Considering Strategic Choice - Operation Strategy
(Strategic analysis will be covered in Strategy - Analysis and Evaluation).
The following points are an extract from Porter (1985):
1. Find areas of value the buyer views as important
2. Create value and communicate this in credible ways
3. Bear, but minimise the cost of uniqueness; find a basis of uniqueness which is difficult to emulate
4. Manage the issue of cost and differentiation successfully
5. Sustain differentiation by innovating new sources of buyer value.
Finding areas 'of value' outlined by Porter (1985) is also supported by Kay (1993) who describes the rent model of the firm. He suggests that to understand why some companies are successful and others are not, it is necessary to understand the distinctive competencies of the firm.

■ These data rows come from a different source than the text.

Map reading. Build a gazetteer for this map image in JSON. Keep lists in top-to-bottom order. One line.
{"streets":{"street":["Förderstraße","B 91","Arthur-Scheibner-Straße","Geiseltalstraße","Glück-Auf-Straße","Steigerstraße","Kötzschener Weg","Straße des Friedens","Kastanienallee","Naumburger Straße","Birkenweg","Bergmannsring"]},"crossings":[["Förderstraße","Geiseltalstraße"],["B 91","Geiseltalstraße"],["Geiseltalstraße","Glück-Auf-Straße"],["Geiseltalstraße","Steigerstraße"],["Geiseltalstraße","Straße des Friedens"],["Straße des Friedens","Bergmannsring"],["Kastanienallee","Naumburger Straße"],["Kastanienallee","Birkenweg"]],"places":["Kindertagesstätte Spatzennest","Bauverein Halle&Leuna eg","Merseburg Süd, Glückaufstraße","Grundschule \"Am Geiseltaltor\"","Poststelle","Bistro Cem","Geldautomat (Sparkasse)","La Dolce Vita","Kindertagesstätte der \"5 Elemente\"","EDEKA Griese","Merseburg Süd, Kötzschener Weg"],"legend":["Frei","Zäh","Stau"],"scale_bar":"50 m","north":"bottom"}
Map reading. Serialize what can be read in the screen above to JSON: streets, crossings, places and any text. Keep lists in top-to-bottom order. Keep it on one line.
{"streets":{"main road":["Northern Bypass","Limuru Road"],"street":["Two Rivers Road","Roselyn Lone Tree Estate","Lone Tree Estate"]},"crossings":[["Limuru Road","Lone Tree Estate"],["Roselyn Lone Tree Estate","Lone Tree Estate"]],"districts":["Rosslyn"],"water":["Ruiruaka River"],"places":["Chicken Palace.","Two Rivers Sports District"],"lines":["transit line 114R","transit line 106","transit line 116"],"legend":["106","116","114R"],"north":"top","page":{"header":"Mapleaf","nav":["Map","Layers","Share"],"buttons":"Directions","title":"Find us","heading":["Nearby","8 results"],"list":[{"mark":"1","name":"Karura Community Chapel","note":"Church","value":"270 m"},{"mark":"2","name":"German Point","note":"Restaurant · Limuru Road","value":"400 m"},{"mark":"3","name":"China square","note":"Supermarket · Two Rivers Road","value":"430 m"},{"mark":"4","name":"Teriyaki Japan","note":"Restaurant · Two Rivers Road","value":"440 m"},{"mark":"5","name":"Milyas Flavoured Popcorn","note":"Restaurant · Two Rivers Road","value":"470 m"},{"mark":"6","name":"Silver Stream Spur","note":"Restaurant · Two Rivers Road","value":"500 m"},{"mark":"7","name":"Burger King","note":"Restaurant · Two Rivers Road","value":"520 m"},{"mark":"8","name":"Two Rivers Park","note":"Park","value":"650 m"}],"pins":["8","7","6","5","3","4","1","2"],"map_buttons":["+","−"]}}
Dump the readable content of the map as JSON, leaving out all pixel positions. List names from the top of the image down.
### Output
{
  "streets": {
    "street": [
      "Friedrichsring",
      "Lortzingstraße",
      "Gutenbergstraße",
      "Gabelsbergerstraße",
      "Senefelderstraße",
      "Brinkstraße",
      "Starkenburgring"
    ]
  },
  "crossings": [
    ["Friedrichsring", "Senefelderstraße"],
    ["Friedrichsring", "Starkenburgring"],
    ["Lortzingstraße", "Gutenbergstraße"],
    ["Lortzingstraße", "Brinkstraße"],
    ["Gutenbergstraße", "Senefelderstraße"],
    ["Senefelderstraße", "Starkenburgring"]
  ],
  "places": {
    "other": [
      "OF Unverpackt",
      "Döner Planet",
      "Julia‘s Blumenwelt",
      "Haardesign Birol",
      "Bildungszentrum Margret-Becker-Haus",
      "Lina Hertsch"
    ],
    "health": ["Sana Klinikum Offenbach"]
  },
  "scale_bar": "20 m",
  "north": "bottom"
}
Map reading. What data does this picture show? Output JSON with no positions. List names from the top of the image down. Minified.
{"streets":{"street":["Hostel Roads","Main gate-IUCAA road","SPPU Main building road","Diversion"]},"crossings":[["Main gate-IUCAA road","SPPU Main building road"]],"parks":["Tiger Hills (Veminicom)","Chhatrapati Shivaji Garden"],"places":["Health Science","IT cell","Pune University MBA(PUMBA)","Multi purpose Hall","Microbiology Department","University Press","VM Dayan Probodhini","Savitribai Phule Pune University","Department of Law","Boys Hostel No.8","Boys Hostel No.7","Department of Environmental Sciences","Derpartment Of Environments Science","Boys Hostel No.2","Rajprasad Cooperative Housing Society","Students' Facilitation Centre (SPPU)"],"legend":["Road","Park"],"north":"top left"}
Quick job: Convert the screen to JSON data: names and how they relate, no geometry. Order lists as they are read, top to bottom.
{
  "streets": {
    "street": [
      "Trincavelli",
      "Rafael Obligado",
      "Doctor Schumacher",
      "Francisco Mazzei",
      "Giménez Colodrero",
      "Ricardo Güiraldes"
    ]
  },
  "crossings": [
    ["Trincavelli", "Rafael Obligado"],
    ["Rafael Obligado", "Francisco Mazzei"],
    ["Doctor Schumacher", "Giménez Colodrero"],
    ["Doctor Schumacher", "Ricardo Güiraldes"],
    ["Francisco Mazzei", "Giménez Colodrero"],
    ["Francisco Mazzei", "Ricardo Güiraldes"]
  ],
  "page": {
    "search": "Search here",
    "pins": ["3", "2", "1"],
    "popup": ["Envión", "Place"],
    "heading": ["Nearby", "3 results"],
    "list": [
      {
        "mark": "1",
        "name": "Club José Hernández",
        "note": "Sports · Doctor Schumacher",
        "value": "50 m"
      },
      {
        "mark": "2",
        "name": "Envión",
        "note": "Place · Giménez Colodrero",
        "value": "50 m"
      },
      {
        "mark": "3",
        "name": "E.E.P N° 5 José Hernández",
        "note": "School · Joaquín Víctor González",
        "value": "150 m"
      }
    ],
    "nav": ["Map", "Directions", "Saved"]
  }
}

The analogy he uses is of a farm. One farm has excellent land and therefore produces and receives a price premium. Whereas a farm with poor land cannot produce or receive the same income as the farm with the best land. Hence the difference in income, referred to as rent, is related to the land (resource). This then is the basis of differentiation. Kay argues that distinctive competence may come from reputation or organisational relationships within the value chain (he refers to this as the architecture of the firm). Reputation is usually based on an earlier competence such as quality. This relates well to operations strategy and is translated as competence or operational capability and is very much the purpose of the operations function. Operations must deliver the service or product by which the consumer will ultimately judge. It is more important to be doing the right thing, rather than things right.